David Faust Aug. 1, 2022, 6:52 p.m. UTC | #2
On 7/26/22 14:58, Indu Bhagat wrote:
> On 7/22/22 4:23 AM, Jose E. Marchesi via Gcc-patches wrote:
>>
>> Contrary to CTF and our previous expectations, as per [1], turns out
>> that in BTF:
>>
>> 1) The `encoding' field in integer types shall not be treated as a
>>     bitmap, but as an enumerated, i.e. these bits are exclusive to each
>>     other.
>>
>> 2) The CHAR bit in `encoding' shall _not_ be set when emitting types
>>     for char nor `unsigned char'.
>>
> 
> Hmm...well.  At this time, I suggest we make a note of this in the btf.h 
> for posterity that BTF_INT_CHAR is to not be used (i.e., BTF_INT_CHAR 
> should not be set for char / unsigned char).

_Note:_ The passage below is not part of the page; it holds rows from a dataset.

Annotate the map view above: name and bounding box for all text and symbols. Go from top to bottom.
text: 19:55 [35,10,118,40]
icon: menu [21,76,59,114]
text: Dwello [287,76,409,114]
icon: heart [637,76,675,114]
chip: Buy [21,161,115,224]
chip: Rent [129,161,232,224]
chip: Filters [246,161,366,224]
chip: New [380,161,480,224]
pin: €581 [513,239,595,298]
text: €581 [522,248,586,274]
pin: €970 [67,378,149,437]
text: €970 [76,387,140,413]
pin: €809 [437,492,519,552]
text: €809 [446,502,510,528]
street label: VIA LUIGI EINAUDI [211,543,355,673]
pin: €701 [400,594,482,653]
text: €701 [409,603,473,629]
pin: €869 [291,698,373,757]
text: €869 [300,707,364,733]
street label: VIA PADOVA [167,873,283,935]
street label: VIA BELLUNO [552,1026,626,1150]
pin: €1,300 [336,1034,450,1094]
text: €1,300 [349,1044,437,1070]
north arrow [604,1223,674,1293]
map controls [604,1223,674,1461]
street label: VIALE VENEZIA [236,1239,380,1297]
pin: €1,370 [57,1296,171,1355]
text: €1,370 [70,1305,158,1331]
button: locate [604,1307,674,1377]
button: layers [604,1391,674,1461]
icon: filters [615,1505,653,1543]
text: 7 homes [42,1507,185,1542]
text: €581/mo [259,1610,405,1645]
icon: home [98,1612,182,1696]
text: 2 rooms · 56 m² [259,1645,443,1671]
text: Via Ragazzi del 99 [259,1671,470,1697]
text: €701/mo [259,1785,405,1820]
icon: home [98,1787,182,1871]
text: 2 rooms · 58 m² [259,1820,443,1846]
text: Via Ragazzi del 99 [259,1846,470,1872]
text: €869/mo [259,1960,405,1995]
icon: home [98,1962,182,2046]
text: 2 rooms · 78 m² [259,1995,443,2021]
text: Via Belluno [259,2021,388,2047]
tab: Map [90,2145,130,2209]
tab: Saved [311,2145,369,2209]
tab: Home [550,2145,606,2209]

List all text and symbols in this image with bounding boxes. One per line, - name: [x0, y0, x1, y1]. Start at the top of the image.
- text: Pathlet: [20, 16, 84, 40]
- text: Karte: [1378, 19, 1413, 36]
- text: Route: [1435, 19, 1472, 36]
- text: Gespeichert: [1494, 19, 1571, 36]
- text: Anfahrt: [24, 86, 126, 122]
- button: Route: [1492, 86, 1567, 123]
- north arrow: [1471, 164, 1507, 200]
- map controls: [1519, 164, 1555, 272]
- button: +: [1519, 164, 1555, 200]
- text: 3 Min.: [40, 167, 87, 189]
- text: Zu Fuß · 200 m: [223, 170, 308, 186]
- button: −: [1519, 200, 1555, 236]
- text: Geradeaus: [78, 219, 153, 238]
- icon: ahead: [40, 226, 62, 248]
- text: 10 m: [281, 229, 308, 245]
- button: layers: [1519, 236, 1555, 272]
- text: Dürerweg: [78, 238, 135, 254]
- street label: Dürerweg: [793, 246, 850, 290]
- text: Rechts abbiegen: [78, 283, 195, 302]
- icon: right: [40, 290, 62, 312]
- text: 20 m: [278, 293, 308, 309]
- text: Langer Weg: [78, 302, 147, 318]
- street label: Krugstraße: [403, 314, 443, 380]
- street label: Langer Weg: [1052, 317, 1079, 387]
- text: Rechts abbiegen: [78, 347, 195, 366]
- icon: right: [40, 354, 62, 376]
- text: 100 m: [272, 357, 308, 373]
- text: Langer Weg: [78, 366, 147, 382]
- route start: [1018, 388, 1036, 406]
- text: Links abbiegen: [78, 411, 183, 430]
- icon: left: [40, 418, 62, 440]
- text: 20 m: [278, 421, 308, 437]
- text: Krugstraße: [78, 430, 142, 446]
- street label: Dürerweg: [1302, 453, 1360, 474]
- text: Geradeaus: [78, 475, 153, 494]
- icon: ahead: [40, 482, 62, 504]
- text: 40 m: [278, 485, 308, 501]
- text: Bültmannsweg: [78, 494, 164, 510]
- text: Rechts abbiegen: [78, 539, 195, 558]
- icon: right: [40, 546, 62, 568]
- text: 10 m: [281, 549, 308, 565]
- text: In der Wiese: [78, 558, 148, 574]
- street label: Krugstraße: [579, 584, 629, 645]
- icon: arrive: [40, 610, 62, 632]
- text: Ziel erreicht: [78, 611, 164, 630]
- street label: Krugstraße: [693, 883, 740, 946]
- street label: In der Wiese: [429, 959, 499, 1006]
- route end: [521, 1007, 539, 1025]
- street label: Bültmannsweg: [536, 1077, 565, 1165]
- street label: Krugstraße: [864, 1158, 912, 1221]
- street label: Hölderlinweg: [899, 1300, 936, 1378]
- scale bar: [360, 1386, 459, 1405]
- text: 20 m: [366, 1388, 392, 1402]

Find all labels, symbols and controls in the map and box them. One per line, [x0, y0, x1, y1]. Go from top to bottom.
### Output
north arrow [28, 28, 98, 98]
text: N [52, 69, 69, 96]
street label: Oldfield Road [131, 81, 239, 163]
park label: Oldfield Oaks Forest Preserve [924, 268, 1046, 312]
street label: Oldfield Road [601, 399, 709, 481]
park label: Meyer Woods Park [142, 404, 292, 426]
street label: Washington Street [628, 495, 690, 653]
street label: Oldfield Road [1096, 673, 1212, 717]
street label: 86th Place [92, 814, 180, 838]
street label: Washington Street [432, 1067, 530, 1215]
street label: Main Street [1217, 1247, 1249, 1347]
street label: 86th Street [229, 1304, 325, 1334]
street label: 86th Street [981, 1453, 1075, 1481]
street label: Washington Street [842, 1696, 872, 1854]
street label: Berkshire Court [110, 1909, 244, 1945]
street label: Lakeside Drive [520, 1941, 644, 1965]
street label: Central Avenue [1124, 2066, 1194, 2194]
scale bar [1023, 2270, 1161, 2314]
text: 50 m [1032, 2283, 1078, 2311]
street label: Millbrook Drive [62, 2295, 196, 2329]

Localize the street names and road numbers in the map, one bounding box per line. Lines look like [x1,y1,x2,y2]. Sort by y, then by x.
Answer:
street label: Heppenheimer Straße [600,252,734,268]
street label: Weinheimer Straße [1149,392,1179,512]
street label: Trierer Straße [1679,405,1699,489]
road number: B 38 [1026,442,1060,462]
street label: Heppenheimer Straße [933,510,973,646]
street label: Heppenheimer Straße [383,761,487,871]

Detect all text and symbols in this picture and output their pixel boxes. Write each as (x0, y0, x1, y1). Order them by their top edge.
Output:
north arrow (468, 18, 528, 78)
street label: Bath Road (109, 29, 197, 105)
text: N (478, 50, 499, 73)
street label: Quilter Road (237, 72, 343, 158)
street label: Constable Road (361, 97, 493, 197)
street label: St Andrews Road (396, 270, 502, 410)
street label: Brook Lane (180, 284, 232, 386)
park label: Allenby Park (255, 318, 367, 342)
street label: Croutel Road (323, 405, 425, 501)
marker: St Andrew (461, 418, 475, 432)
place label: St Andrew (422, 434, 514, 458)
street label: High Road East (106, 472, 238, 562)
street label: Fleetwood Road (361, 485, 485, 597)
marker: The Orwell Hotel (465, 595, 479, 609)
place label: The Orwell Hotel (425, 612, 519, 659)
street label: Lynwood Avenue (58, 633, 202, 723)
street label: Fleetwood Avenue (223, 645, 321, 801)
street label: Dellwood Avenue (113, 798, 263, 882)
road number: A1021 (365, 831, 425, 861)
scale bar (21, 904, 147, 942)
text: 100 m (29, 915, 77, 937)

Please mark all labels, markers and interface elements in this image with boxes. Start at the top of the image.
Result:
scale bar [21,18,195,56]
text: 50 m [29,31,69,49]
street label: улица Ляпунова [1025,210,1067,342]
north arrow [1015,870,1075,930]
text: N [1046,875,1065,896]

Agreed it would be good to add this note.

> 
>> Consequently this patch clears the CHAR bit before emitting the
>> variable part of BTF integral types.  It also updates the testsuite
>> accordingly, expanding it to check for BOOL bits.
>>
>> [1] https://lore.kernel.org/bpf/a73586ad-f2dc-0401-1eba-2004357b7edf@fb.com/T/#t
>>
>> gcc/ChangeLog:
>>
>> 	* btfout.cc (output_asm_btf_vlen_bytes): Do not use the CHAR
>> 	encoding bit in BTF.
>>
>> gcc/testsuite/ChangeLog:
>>
>> 	* gcc.dg/debug/btf/btf-int-1.c: Do not check for char bits in
>> 	bti_encoding and check for bool bits.
>> ---
>>   gcc/btfout.cc                              |  4 ++++
>>   gcc/testsuite/gcc.dg/debug/btf/btf-int-1.c | 18 +++++++++++-------
>>   2 files changed, 15 insertions(+), 7 deletions(-)
>>
>> diff --git a/gcc/btfout.cc b/gcc/btfout.cc
>> index 31af50521da..576f73d47cf 100644
>> --- a/gcc/btfout.cc
>> +++ b/gcc/btfout.cc
>> @@ -914,6 +914,10 @@ output_asm_btf_vlen_bytes (ctf_container_ref ctfc, ctf_dtdef_ref dtd)
>>         if (dtd->dtd_data.ctti_size < 1)
>>   	break;
>>   
>> +      /* In BTF the CHAR `encoding' seems to not be used, so clear it
>> +         here.  */
>> +      dtd->dtd_u.dtu_enc.cte_format &= ~BTF_INT_CHAR;
>> +
> 
> [Added David Faust]
> 
> What do you think about doing this in btf_dtd_emit_preprocess_cb () for 
> types where kind == BTF_KIND_INT. This is the place where BTF specific 
> massaging of type info takes place.

Sorry for the delay.

I think this could be done in either place. I lean slightly in favor
of doing it here as implemented in this patch. Other integer encodings
are not specifically massaged into BTF; we leave the in-memory
representation the same as CTF and just write them out according to the
BTF rules since both formats hold the same information, and this function
is where we do that.

In my opinion, this is a similar case. It is not wrong hold on to the
information (internally) that this is a char type, rather it is a quirk
of the other BTF encoding rules which means it _is_ wrong to ever set the
bit saying as much when writing the BTF info (at least for now...).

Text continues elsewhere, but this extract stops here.